The top retail groundbreakings in that window, according to the study, were The Shops and Restaurants at Hudson Yards in Manhattan for $600 million; the $200 million South Street Seaport Pier 17 in Manhattan; the $150 million Staten Island Mall; and the $70 million The Boulevard on Staten Island. These starts represent a mix of new construction and renovations, categories which were each valued at $2.5 billion in the city from 2015 to 2018.
In 2013, the value of retail alteration and renovation starts began to outpace the value of new retail construction nationally, the study noted. In New York City, the flip held off until 2016, when 64% of all retail construction was either an alteration or renovation. But in 2018, new starts accelerated again and alterations and renovations hovered just above at 51%.
Incorporating experience, live-work-play
The $25 billion Hudson Yards development is emblematic of New York City’s current boom and representative of the live-work-play trend that’s supporting retail construction across the city. Developers are responding to demand from residents, commuters and tourists for a range of options in destinations like Hudson Yards, Manhattan West and Essex Crossing, the report said, which has been a boon for retail construction. In fact, seven of the top 10 largest retail projects in New York City from 2015 to 2018 are part of larger mixed-use projects.

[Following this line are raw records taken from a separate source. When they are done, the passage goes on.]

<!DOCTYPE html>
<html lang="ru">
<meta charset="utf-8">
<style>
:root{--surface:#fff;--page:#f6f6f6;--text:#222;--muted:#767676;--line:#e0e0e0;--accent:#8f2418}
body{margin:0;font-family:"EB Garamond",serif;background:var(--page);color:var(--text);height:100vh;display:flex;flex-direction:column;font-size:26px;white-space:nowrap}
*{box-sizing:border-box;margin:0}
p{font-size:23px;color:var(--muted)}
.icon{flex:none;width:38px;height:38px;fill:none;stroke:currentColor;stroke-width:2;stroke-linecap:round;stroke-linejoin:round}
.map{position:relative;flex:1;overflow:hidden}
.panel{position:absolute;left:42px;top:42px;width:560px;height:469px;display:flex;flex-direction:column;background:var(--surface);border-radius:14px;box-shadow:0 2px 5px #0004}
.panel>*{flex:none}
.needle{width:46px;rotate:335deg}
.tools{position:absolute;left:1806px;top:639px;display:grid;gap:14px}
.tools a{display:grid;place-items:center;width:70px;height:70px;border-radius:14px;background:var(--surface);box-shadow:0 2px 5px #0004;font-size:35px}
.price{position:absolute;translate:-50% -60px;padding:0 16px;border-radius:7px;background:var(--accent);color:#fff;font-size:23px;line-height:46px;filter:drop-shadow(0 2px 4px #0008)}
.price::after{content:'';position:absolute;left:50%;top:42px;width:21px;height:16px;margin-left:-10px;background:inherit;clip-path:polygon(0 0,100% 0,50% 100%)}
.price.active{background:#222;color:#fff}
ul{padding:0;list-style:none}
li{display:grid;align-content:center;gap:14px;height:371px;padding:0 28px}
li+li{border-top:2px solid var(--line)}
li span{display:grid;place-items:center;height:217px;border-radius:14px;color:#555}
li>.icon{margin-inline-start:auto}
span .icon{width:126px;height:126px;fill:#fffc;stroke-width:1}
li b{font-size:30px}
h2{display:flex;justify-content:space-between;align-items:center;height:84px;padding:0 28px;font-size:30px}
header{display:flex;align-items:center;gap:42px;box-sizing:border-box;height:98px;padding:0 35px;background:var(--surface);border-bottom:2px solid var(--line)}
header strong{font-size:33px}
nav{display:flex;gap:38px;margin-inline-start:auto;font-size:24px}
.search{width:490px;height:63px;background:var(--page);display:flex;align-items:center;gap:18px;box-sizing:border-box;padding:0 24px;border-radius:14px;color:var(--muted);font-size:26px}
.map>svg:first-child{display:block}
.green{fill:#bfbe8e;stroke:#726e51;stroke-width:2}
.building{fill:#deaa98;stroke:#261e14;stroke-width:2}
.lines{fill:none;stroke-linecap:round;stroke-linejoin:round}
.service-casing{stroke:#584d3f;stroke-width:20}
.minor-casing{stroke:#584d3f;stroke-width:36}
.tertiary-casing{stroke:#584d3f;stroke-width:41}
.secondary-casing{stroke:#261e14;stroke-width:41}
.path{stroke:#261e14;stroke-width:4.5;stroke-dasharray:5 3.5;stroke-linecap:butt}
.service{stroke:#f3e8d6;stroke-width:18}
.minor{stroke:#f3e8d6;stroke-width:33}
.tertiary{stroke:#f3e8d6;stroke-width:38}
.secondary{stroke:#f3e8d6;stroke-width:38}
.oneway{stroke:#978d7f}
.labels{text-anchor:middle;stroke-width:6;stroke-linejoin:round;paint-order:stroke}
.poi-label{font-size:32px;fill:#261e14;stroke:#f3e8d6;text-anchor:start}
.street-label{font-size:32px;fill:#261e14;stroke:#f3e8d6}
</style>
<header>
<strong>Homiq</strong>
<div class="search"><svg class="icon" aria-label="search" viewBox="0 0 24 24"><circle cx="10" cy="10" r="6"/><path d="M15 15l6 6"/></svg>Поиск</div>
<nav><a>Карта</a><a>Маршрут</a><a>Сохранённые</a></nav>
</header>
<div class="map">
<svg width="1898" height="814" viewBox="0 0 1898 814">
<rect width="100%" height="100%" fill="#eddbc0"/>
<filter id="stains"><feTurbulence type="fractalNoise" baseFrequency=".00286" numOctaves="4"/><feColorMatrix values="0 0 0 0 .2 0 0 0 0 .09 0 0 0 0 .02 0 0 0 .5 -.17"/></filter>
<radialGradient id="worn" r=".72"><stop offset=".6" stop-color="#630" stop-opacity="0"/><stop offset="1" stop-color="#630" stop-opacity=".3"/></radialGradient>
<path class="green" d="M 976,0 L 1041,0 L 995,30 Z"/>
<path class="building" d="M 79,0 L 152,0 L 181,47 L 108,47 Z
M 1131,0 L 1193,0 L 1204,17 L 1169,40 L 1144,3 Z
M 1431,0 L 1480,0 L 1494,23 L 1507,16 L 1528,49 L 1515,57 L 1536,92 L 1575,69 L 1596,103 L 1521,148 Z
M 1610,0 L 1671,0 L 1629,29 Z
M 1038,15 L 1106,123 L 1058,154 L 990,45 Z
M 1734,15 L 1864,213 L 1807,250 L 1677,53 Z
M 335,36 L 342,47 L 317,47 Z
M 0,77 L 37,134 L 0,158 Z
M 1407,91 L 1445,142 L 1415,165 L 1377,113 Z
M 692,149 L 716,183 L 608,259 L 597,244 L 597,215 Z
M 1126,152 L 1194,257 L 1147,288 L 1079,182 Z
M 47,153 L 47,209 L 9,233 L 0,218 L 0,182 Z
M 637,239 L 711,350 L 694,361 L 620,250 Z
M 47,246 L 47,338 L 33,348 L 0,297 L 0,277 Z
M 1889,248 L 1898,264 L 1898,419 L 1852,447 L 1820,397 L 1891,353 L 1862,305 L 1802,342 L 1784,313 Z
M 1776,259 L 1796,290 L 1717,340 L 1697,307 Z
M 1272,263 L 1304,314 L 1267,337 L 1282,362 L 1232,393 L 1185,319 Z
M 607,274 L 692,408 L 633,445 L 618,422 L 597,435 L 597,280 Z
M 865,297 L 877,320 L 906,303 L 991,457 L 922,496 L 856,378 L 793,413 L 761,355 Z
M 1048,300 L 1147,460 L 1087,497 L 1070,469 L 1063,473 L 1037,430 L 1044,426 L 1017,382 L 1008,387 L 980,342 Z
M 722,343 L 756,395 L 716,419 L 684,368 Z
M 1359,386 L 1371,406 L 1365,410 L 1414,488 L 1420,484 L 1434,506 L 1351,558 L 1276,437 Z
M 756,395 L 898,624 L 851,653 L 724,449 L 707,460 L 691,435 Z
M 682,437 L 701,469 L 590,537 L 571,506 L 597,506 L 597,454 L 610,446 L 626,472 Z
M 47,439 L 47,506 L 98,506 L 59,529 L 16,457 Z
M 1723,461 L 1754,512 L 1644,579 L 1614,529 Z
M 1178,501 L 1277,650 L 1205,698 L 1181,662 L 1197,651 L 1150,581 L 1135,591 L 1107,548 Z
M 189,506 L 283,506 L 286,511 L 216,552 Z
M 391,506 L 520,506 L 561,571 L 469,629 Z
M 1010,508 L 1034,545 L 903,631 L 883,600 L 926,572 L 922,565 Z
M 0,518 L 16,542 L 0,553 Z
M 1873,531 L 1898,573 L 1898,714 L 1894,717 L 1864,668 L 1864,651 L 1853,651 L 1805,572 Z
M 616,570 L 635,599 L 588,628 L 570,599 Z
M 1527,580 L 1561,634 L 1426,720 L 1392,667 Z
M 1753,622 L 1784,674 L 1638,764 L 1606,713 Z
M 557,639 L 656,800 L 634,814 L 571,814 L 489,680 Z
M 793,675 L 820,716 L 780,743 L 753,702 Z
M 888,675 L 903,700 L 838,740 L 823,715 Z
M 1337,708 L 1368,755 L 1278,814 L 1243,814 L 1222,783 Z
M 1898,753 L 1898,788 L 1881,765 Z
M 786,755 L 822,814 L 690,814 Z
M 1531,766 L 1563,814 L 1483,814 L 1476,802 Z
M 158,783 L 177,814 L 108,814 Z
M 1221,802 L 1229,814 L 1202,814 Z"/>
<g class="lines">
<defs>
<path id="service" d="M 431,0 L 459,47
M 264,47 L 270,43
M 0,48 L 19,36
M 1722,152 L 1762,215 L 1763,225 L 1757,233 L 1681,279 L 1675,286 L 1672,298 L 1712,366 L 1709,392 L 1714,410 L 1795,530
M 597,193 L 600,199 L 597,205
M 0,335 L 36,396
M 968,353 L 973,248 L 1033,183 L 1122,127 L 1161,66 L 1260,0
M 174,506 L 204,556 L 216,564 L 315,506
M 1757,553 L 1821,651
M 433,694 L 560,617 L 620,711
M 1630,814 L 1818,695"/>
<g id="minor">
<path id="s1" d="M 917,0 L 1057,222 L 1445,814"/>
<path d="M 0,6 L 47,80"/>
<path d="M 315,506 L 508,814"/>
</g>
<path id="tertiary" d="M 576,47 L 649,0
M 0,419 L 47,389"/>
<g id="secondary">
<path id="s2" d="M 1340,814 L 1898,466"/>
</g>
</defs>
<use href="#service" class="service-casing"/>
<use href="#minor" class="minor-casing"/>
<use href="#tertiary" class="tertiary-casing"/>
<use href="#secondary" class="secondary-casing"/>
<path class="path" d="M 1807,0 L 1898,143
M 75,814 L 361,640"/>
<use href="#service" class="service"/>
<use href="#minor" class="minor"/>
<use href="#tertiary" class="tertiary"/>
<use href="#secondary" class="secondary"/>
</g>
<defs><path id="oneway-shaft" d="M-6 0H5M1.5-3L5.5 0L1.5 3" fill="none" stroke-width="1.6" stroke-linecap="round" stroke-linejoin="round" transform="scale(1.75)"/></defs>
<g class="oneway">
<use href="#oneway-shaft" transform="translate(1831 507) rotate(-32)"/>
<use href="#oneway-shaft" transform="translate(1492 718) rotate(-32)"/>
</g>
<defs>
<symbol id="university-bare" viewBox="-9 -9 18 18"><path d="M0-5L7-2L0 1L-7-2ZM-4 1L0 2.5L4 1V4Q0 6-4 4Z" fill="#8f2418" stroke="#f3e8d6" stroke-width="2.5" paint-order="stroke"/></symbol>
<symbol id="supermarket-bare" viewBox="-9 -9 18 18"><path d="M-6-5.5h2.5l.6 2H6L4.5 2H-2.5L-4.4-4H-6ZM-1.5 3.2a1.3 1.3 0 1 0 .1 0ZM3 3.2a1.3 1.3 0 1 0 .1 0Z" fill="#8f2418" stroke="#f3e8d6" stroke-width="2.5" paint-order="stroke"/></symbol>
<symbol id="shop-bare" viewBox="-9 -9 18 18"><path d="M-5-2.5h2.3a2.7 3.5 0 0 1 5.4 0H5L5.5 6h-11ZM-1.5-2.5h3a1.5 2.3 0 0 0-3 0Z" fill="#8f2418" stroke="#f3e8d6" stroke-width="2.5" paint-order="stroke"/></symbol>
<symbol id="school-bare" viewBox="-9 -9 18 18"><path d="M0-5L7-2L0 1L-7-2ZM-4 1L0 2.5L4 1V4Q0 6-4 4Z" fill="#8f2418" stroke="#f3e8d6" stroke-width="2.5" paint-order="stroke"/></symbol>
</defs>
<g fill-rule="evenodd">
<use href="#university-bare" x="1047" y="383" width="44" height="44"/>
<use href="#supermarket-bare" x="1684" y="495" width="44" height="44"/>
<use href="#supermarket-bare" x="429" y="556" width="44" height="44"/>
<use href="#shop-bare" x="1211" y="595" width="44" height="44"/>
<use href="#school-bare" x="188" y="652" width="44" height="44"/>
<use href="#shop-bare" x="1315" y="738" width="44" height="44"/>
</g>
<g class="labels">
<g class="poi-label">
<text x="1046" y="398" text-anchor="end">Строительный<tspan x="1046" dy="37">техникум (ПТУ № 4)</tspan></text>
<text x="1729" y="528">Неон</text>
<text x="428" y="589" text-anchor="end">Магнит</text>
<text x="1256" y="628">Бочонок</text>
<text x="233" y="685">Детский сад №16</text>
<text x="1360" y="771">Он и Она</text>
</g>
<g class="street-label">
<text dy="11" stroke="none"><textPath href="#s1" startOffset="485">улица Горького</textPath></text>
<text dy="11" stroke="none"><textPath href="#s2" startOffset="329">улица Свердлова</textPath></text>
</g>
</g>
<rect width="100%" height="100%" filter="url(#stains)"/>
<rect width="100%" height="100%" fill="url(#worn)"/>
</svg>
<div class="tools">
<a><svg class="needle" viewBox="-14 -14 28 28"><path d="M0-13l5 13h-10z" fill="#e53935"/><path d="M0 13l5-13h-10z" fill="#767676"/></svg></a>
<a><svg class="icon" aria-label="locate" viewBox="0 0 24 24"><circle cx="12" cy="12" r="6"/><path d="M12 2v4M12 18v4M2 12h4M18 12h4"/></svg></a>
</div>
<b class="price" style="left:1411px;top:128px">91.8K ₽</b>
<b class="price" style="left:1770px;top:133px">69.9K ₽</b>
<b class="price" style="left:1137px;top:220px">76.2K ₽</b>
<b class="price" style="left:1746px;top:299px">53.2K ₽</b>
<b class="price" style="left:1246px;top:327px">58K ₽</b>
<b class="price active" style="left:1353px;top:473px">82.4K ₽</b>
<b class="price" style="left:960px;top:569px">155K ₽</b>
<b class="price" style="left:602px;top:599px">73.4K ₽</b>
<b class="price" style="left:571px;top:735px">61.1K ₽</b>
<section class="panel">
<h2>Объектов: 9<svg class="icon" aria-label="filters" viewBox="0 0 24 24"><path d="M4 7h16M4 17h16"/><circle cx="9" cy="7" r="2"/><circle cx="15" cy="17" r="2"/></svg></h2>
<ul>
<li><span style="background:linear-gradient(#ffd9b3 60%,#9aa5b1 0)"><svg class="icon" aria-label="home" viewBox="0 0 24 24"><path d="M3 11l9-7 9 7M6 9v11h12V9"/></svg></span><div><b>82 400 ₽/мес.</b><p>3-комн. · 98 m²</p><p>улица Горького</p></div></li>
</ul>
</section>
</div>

Another trend at play, according to the report, is rising demand for experiential retail, with shopping locations that are more visually attractive, tech-driven and immersive than traditional malls. One megamall just outside Manhattan in East Rutherford, N.J., will pair about 450 retailers with attractions such as a hotel, spa, aquarium, theme park and indoor snow skiing. Developer Triple Five is set to open the $5 billion American Dream Meadowlands project in August.
But the trend has also played out on a franchise level, as retailers pare down their number of stores to generate more impact around fewer, experience-driven locations. Nike, for example, opened its six-floor, 69,000-square-foot “House of Innovation” in Manhattan, featuring a personalized walkthrough, customization opportunities and more.